Das ist schon abenteuerlich. Allerdings hat der Autor sich das verschrobene Geschichtsbild Bogdan Musiałs angeeignet („Kampfplatz Deutschland. Stalins Kriegspläne gegen den Westen“). So stolpert Georg Baumann fröhlich von Klischee zu Klischee beim Schwadronieren über das „rote faschistische Imperium“, um am Ende des Buches festzustellen, dass der Teufel Regie geführt haben mochte, beim „so zielsicher abgefeuerten Schuss in die Vergangenheit an den Ort des Verbrechens zu den damaligen Opfern“. Gemeint ist der Absturz der Maschine des polnischen Präsidenten Lech Kaczyński am 10. April 2010 bei Smolensk.

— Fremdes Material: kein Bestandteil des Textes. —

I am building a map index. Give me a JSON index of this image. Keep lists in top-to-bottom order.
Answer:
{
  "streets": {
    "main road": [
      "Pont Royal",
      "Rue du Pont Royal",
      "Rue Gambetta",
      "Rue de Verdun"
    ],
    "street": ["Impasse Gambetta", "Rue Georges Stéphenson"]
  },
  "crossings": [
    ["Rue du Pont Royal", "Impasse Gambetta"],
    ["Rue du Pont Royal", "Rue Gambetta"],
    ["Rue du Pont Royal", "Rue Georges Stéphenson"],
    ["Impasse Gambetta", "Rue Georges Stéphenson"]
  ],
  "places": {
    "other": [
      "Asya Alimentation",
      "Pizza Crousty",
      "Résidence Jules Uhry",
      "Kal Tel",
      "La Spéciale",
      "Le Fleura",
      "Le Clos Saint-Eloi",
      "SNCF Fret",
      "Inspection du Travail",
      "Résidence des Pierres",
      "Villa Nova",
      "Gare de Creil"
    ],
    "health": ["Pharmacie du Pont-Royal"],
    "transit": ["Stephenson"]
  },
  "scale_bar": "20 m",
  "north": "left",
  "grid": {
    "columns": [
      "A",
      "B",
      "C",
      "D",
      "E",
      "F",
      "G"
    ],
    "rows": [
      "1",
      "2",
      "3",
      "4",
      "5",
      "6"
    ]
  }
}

Zu einer Schlüsselstelle des Buches gehört die Begegnung Maries mit dem hundertjährigen Mönch Benedikt. Benedikt: „Vielleicht sollten wir uns angewöhnen, nicht immer nur in Extremen zu denken.“ Dreessen praktiziert das Gegenteil. Schade, ich hatte mehr erwartet.

Klaus Dreessen: Völkerball, agenda Verlag, Münster 2020, 554 Seiten, 24,90 Euro; eBook 14,99 Euro.